■ **Directions for this task**
The records below should be set down in full, please, without any change.

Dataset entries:

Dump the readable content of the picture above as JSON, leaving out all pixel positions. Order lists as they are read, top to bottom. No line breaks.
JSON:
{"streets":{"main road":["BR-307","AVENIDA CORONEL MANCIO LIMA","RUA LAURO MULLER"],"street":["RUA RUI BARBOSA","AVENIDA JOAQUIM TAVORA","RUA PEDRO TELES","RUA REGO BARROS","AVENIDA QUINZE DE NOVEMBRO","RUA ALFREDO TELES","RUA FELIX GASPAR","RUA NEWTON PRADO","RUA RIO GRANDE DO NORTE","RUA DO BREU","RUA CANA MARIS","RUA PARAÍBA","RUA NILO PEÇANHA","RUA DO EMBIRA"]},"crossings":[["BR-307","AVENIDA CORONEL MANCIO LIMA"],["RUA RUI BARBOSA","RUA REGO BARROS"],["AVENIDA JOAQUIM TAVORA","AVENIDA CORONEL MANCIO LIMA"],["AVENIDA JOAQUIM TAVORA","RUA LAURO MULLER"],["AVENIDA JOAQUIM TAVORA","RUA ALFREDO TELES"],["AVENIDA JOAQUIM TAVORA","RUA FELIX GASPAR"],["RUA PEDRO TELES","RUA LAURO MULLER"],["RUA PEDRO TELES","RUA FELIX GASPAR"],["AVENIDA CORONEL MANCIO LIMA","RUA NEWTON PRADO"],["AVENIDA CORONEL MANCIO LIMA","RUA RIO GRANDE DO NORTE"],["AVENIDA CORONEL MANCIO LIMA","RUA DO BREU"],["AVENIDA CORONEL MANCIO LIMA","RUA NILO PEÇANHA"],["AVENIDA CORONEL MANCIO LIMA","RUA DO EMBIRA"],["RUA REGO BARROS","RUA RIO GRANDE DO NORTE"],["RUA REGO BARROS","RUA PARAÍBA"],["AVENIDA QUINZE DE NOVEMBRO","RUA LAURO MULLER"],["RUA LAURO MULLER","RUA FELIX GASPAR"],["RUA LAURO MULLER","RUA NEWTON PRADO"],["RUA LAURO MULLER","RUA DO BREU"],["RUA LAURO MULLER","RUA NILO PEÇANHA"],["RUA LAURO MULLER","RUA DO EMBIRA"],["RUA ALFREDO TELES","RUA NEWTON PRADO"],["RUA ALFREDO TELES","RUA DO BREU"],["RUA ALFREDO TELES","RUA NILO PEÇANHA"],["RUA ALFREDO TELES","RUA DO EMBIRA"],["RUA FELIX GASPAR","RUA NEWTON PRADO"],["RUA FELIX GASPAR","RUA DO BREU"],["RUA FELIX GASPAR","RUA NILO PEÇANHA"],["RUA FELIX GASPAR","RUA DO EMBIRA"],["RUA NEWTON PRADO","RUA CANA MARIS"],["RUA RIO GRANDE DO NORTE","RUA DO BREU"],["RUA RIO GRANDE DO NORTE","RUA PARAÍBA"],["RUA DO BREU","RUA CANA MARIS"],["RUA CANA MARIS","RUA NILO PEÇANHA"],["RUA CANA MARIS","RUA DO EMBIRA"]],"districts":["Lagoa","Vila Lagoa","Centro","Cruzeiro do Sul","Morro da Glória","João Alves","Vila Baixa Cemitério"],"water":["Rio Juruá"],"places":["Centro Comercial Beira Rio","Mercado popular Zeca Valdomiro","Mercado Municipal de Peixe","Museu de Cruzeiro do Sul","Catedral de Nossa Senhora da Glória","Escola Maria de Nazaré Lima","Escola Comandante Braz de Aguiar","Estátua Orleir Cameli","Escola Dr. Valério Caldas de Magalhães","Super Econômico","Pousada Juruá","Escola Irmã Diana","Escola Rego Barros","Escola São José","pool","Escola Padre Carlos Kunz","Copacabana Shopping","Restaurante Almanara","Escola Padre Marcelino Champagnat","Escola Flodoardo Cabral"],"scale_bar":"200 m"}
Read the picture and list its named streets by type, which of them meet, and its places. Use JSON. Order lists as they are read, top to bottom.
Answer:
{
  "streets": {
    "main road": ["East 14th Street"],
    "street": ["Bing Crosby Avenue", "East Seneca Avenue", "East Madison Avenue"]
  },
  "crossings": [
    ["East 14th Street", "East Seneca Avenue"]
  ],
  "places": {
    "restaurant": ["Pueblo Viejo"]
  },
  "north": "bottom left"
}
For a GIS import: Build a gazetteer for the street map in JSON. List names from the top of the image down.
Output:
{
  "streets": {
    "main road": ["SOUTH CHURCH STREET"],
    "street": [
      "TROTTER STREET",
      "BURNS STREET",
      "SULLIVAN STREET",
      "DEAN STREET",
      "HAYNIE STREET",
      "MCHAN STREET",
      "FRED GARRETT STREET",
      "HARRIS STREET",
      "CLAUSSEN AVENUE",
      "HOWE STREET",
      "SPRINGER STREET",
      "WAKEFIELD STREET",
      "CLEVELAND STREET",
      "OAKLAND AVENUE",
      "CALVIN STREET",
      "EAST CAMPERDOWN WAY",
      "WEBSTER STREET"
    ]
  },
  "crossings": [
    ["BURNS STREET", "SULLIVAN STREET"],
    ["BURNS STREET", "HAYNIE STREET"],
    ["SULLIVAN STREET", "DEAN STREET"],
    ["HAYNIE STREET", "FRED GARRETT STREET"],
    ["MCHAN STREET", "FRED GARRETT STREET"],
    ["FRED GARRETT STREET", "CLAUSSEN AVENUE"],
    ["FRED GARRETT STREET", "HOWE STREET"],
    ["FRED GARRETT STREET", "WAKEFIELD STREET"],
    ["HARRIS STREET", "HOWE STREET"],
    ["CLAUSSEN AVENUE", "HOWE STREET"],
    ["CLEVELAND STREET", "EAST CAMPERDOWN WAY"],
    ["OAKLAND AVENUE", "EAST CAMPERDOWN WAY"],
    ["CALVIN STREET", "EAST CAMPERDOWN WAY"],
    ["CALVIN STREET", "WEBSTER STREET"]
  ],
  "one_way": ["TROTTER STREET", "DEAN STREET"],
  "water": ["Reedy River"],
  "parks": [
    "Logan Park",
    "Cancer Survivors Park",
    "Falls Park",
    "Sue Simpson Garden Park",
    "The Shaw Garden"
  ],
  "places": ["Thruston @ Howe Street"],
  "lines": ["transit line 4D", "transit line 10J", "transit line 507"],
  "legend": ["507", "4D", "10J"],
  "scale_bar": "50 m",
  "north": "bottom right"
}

■ **Written answer**
Dump the readable content of the picture above as JSON, leaving out all pixel positions. Order lists as they are read, top to bottom. No line breaks.
JSON:
{"streets":{"main road":["BR-307","AVENIDA CORONEL MANCIO LIMA","RUA LAURO MULLER"],"street":["RUA RUI BARBOSA","AVENIDA JOAQUIM TAVORA","RUA PEDRO TELES","RUA REGO BARROS","AVENIDA QUINZE DE NOVEMBRO","RUA ALFREDO TELES","RUA FELIX GASPAR","RUA NEWTON PRADO","RUA RIO GRANDE DO NORTE","RUA DO BREU","RUA CANA MARIS","RUA PARAÍBA","RUA NILO PEÇANHA","RUA DO EMBIRA"]},"crossings":[["BR-307","AVENIDA CORONEL MANCIO LIMA"],["RUA RUI BARBOSA","RUA REGO BARROS"],["AVENIDA JOAQUIM TAVORA","AVENIDA CORONEL MANCIO LIMA"],["AVENIDA JOAQUIM TAVORA","RUA LAURO MULLER"],["AVENIDA JOAQUIM TAVORA","RUA ALFREDO TELES"],["AVENIDA JOAQUIM TAVORA","RUA FELIX GASPAR"],["RUA PEDRO TELES","RUA LAURO MULLER"],["RUA PEDRO TELES","RUA FELIX GASPAR"],["AVENIDA CORONEL MANCIO LIMA","RUA NEWTON PRADO"],["AVENIDA CORONEL MANCIO LIMA","RUA RIO GRANDE DO NORTE"],["AVENIDA CORONEL MANCIO LIMA","RUA DO BREU"],["AVENIDA CORONEL MANCIO LIMA","RUA NILO PEÇANHA"],["AVENIDA CORONEL MANCIO LIMA","RUA DO EMBIRA"],["RUA REGO BARROS","RUA RIO GRANDE DO NORTE"],["RUA REGO BARROS","RUA PARAÍBA"],["AVENIDA QUINZE DE NOVEMBRO","RUA LAURO MULLER"],["RUA LAURO MULLER","RUA FELIX GASPAR"],["RUA LAURO MULLER","RUA NEWTON PRADO"],["RUA LAURO MULLER","RUA DO BREU"],["RUA LAURO MULLER","RUA NILO PEÇANHA"],["RUA LAURO MULLER","RUA DO EMBIRA"],["RUA ALFREDO TELES","RUA NEWTON PRADO"],["RUA ALFREDO TELES","RUA DO BREU"],["RUA ALFREDO TELES","RUA NILO PEÇANHA"],["RUA ALFREDO TELES","RUA DO EMBIRA"],["RUA FELIX GASPAR","RUA NEWTON PRADO"],["RUA FELIX GASPAR","RUA DO BREU"],["RUA FELIX GASPAR","RUA NILO PEÇANHA"],["RUA FELIX GASPAR","RUA DO EMBIRA"],["RUA NEWTON PRADO","RUA CANA MARIS"],["RUA RIO GRANDE DO NORTE","RUA DO BREU"],["RUA RIO GRANDE DO NORTE","RUA PARAÍBA"],["RUA DO BREU","RUA CANA MARIS"],["RUA CANA MARIS","RUA NILO PEÇANHA"],["RUA CANA MARIS","RUA DO EMBIRA"]],"districts":["Lagoa","Vila Lagoa","Centro","Cruzeiro do Sul","Morro da Glória","João Alves","Vila Baixa Cemitério"],"water":["Rio Juruá"],"places":["Centro Comercial Beira Rio","Mercado popular Zeca Valdomiro","Mercado Municipal de Peixe","Museu de Cruzeiro do Sul","Catedral de Nossa Senhora da Glória","Escola Maria de Nazaré Lima","Escola Comandante Braz de Aguiar","Estátua Orleir Cameli","Escola Dr. Valério Caldas de Magalhães","Super Econômico","Pousada Juruá","Escola Irmã Diana","Escola Rego Barros","Escola São José","pool","Escola Padre Carlos Kunz","Copacabana Shopping","Restaurante Almanara","Escola Padre Marcelino Champagnat","Escola Flodoardo Cabral"],"scale_bar":"200 m"}
Read the picture and list its named streets by type, which of them meet, and its places. Use JSON. Order lists as they are read, top to bottom.
Answer:
{
  "streets": {
    "main road": ["East 14th Street"],
    "street": ["Bing Crosby Avenue", "East Seneca Avenue", "East Madison Avenue"]
  },
  "crossings": [
    ["East 14th Street", "East Seneca Avenue"]
  ],
  "places": {
    "restaurant": ["Pueblo Viejo"]
  },
  "north": "bottom left"
}
For a GIS import: Build a gazetteer for the street map in JSON. List names from the top of the image down.
Output:
{
  "streets": {
    "main road": ["SOUTH CHURCH STREET"],
    "street": [
      "TROTTER STREET",
      "BURNS STREET",
      "SULLIVAN STREET",
      "DEAN STREET",
      "HAYNIE STREET",
      "MCHAN STREET",
      "FRED GARRETT STREET",
      "HARRIS STREET",
      "CLAUSSEN AVENUE",
      "HOWE STREET",
      "SPRINGER STREET",
      "WAKEFIELD STREET",
      "CLEVELAND STREET",
      "OAKLAND AVENUE",
      "CALVIN STREET",
      "EAST CAMPERDOWN WAY",
      "WEBSTER STREET"
    ]
  },
  "crossings": [
    ["BURNS STREET", "SULLIVAN STREET"],
    ["BURNS STREET", "HAYNIE STREET"],
    ["SULLIVAN STREET", "DEAN STREET"],
    ["HAYNIE STREET", "FRED GARRETT STREET"],
    ["MCHAN STREET", "FRED GARRETT STREET"],
    ["FRED GARRETT STREET", "CLAUSSEN AVENUE"],
    ["FRED GARRETT STREET", "HOWE STREET"],
    ["FRED GARRETT STREET", "WAKEFIELD STREET"],
    ["HARRIS STREET", "HOWE STREET"],
    ["CLAUSSEN AVENUE", "HOWE STREET"],
    ["CLEVELAND STREET", "EAST CAMPERDOWN WAY"],
    ["OAKLAND AVENUE", "EAST CAMPERDOWN WAY"],
    ["CALVIN STREET", "EAST CAMPERDOWN WAY"],
    ["CALVIN STREET", "WEBSTER STREET"]
  ],
  "one_way": ["TROTTER STREET", "DEAN STREET"],
  "water": ["Reedy River"],
  "parks": [
    "Logan Park",
    "Cancer Survivors Park",
    "Falls Park",
    "Sue Simpson Garden Park",
    "The Shaw Garden"
  ],
  "places": ["Thruston @ Howe Street"],
  "lines": ["transit line 4D", "transit line 10J", "transit line 507"],
  "legend": ["507", "4D", "10J"],
  "scale_bar": "50 m",
  "north": "bottom right"
}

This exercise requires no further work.